WHAT THIS TASK INVOLVES — Among these entries, how many lines have the string "white" in them? Only the number is needed.

DATA EXTRACTS —
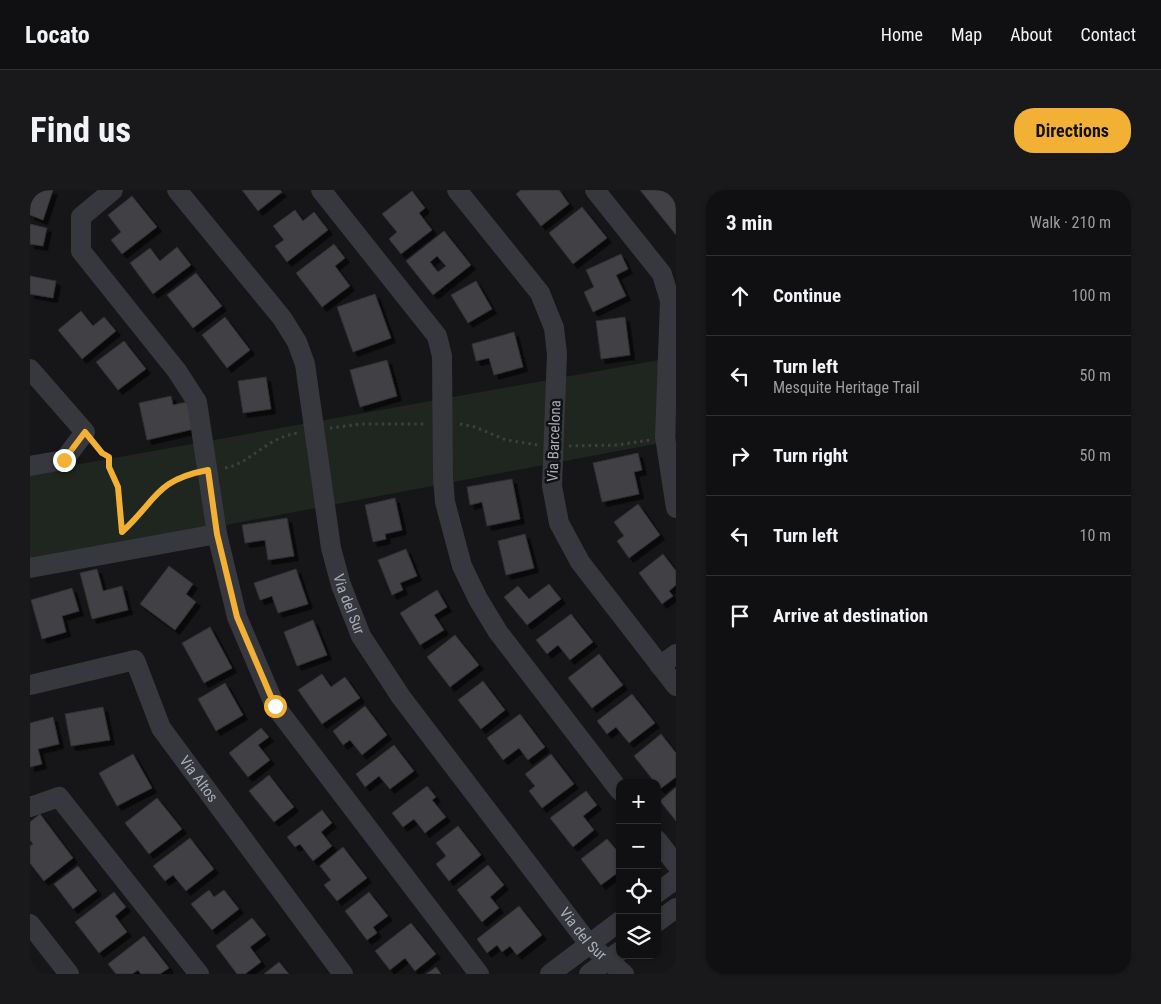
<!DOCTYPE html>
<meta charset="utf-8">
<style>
:root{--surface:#101012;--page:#19191b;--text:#f1f3f6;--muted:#9c9d9f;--line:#303032;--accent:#f2b134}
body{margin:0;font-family:"Roboto Condensed",sans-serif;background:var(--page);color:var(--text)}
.controls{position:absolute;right:15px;bottom:15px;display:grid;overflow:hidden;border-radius:10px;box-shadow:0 1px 4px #0004}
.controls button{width:45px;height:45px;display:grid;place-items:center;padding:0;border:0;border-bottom:1px solid var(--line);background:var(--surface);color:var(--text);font:25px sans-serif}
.stop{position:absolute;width:15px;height:15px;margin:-11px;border:4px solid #f2b134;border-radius:50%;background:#fff}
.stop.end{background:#f2b134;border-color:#fff;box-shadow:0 1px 5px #0008}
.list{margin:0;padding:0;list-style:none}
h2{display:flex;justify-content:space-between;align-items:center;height:65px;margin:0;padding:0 20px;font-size:21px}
h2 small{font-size:16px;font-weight:400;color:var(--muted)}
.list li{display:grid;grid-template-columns:32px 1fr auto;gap:15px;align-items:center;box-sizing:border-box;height:80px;padding:0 20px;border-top:1px solid var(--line)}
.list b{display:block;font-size:19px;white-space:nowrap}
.list p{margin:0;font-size:16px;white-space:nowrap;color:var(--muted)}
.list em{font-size:16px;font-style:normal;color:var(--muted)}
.icon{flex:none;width:28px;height:28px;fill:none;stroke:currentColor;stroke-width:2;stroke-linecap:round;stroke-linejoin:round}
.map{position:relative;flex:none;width:646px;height:784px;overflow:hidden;border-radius:20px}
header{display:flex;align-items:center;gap:30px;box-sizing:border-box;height:70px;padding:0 25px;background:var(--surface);border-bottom:1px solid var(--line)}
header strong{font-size:24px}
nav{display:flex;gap:28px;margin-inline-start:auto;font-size:18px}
.intro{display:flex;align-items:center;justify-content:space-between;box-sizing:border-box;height:120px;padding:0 30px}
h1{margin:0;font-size:35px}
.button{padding:12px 22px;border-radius:20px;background:var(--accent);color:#111;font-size:18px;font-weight:700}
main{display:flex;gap:30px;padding:0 30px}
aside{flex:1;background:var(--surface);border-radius:20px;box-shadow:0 1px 4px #0004}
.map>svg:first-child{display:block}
.green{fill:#1e261f}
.building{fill:#404145;stroke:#303034;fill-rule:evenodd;filter:url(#shadow)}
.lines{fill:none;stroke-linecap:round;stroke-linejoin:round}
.path{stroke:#3d3f44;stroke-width:3;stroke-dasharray:2.5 4;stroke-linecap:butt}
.minor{stroke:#37383d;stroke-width:20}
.route{stroke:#f2b134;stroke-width:6}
.labels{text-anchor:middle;stroke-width:5;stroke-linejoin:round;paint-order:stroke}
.street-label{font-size:15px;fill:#a8adb8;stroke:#111113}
</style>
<header>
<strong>Locato</strong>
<nav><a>Home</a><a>Map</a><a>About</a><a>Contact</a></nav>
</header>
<div class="intro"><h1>Find us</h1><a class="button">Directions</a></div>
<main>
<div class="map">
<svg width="646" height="784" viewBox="0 0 646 784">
<defs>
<filter id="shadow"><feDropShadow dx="4.5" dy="4.5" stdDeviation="0" flood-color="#0009"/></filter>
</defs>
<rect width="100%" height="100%" fill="#161618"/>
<polygon class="green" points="646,167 646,250 0,372 0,283"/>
<g class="building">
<polygon points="0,0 23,0 13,30 0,25"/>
<polygon points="212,0 250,0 252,2 228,21"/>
<polygon points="491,0 529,0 539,14 511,36 486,4"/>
<polygon points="610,0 646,0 646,45"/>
<polygon points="382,1 395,18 389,23 402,40 371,64 359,49 367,42 352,24"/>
<polygon points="102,6 127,37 92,64 81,50 91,42 78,25"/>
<polygon points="552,17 577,48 543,74 519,43"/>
<polygon points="265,20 273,31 284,22 298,40 257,72 245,56 254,50 243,36"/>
<polygon points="0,34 17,38 13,56 0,54"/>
<path d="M414 41 441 75 403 105 376 71ZM407 66 416 76 408 82 400 72Z"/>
<polygon points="304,54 315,68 305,76 320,96 292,117 266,83"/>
<polygon points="147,57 161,75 123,104 100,73 120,58 130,71"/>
<polygon points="591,64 598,79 586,85 596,106 563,122 554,102 564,97 556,80"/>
<polygon points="166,83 192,116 163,138 137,105"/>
<polygon points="0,86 26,91 23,108 0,104"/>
<polygon points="446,91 462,119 438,133 421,105"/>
<polygon points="345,104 361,148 323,162 307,117"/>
<polygon points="51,121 63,136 74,127 86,141 52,169 28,140"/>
<polygon points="195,127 220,160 197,178 172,145"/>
<polygon points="595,127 600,165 571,169 566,131"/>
<polygon points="484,142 493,177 464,185 459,168 446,171 442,154"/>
<polygon points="94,151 116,179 88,200 66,172"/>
<polygon points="357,170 367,206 330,217 320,180"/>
<polygon points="236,187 241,219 213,223 208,191"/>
<polygon points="141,206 143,215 157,212 164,239 117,250 109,213"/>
<polygon points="608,263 612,280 604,282 609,304 572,312 563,273"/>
<polygon points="482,289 490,329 457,336 452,312 440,315 437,297"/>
<polygon points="365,308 372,340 355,344 356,349 343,352 335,315"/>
<polygon points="608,314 630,345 599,368 587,351 594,346 584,332"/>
<polygon points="257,328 264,366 238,370 235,350 215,353 212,335"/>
<polygon points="495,344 504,378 476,385 468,351"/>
<polygon points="376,359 387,386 370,393 373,400 362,405 348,370"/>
<polygon points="633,364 646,381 646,395 639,401 643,406 632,414 609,383"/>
<polygon points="139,376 163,394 156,404 166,412 145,440 110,414"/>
<polygon points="67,379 73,401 92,396 98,420 62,429 50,383"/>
<polygon points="266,379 278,414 248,423 242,406 230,410 224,393"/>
<polygon points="519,394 531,409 497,435 474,407 488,396 499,409"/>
<polygon points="42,398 49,421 32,426 36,442 12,449 1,410"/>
<polygon points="407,400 417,417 404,425 414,440 390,455 370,423"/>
<polygon points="541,424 563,452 540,470 528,455 517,464 506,450"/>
<polygon points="283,430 297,465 267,476 254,442"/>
<polygon points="180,437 202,478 174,493 152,453"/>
<polygon points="425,445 449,475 420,497 397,467"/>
<polygon points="569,464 593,495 562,518 538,488"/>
<polygon points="292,484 301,497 315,487 330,508 292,534 268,500"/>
<polygon points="453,491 475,520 451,539 428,510"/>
<polygon points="195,493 213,525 186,541 168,509"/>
<polygon points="602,504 625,533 599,553 586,537 577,544 567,531"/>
<polygon points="335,516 357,545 332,565 320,550 313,555 303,541"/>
<polygon points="73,517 80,550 41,556 35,524"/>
<polygon points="490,524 515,557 498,570 489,558 473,570 457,548"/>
<polygon points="23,527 29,554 8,559 12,574 0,577 0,533"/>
<polygon points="231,538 239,547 228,555 240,570 218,587 199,563"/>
<polygon points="631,544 646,563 646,587 630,599 604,566"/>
<polygon points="364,555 384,581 360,599 349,586 335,597 326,584"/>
<polygon points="103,564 122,598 87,616 69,583"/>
<polygon points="521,564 544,594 512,618 499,601 505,596 495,584"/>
<polygon points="239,585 264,617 244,632 219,601"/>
<polygon points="397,596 406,607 402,610 416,627 395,643 384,629 373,637 362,623"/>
<polygon points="646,597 646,631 630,611"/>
<polygon points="556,601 567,615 553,626 564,640 543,657 520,628"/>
<polygon points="127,608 152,639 119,664 95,633"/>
<polygon points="292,620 302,633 291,642 302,656 283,671 270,654 265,657 257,647"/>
<polygon points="10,624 43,668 14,691 0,673 0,656 3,654 0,650 0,632"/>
<polygon points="428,636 451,665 419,691 406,674 416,666 406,653"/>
<polygon points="160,648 184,679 156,701 143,685 135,691 123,676"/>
<polygon points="577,649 590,664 590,681 571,695 551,669"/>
<polygon points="313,657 337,688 307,711 294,695 301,690 290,676"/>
<polygon points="458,675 474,695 460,707 469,718 452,732 427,700"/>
<polygon points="48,676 67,701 43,719 24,694"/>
<polygon points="179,700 184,707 194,700 209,719 182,740 161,714"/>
<polygon points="84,702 96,717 85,726 97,742 69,763 45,732"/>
<polygon points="339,702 358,726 343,737 347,743 337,750 315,721"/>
<polygon points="489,716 512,745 487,765 480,756 472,762 467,755 457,763 447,749"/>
<polygon points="222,728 236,745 220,757 231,772 215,784 207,784 186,756"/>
<polygon points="381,733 406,764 385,781 375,768 360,780 345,761"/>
<polygon points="114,746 139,778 130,784 111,784 108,780 102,784 86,784 78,774"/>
<polygon points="249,772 259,784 234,784"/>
<polygon points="406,777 411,784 396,784"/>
</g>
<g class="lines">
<g class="path">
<polyline points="430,234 445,237 476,250 508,255"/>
<polyline points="300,238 332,234 396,234"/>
<polyline points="66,256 79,267 79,277 88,297 92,342"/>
<polyline points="539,256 587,255 620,250"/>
<path d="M195 278C222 273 236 247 269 243"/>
<path d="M92 343C115 323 129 289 161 283"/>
</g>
<g class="minor">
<polyline points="83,0 51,27 51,61 147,181 167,212 187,344 207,427 245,516 449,784"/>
<path id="s1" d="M147 0 252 128 267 152 275 174 301 358 311 395 331 446 371 507 559 754 594 784"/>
<polyline points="291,0 407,146 412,166 413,288 415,312 432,376 448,409 468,442 590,601"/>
<polyline points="427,0 510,103 524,138 527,164 522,296 529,333 550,372 646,496"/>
<polyline points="565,0 632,84 640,111 635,247 646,318"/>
<polyline points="0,179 55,242 34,270 0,276"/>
<polyline points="0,378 187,344"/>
<polyline points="630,476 646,464"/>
<path id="s2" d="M0 495 105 470 131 538 313 784"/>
<polyline points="0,617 29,607 169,784"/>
<polyline points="627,650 646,674"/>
<polyline points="627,703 646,689"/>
<polyline points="627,732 646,718"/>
<polyline points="0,734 39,784"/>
<polyline points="520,784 590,731"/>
<polyline points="559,784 590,761"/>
</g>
</g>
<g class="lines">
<path class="route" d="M34 270 55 242 72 263 79 267V277L88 297 92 342C127 310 125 290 178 280L187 344 207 427 245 516"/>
</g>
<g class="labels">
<g class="street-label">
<text transform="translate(524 251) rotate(-88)" y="5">Via Barcelona</text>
<text dy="5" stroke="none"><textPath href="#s1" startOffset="462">Via del Sur</textPath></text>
<text dy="5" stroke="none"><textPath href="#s2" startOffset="244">Via Altos</textPath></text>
<text dy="5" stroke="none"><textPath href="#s1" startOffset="868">Via del Sur</textPath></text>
</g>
</g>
</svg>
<div class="controls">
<button>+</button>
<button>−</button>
<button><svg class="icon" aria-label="locate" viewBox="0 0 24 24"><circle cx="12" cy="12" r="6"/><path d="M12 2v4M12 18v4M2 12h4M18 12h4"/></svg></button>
<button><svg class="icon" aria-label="layers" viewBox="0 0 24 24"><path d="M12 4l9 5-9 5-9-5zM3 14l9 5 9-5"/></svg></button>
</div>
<div class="stop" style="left:245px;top:516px"></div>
<div class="stop end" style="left:34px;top:270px"></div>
</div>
<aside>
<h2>3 min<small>Walk · 210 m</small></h2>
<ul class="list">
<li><svg class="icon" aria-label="ahead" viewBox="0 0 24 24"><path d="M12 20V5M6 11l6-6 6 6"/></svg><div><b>Continue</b></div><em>100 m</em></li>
<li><svg class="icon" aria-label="left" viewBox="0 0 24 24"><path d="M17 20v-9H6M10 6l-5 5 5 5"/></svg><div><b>Turn left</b><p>Mesquite Heritage Trail</p></div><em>50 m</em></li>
<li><svg class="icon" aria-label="right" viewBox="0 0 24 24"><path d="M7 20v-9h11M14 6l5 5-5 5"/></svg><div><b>Turn right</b></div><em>50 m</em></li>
<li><svg class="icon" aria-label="left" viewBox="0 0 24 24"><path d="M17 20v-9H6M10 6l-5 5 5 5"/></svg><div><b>Turn left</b></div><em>10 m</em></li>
<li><svg class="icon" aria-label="arrive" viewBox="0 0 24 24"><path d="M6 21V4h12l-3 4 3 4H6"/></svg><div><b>Arrive at destination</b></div></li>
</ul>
</aside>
</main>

ANSWER TO THIS EXERCISE — 2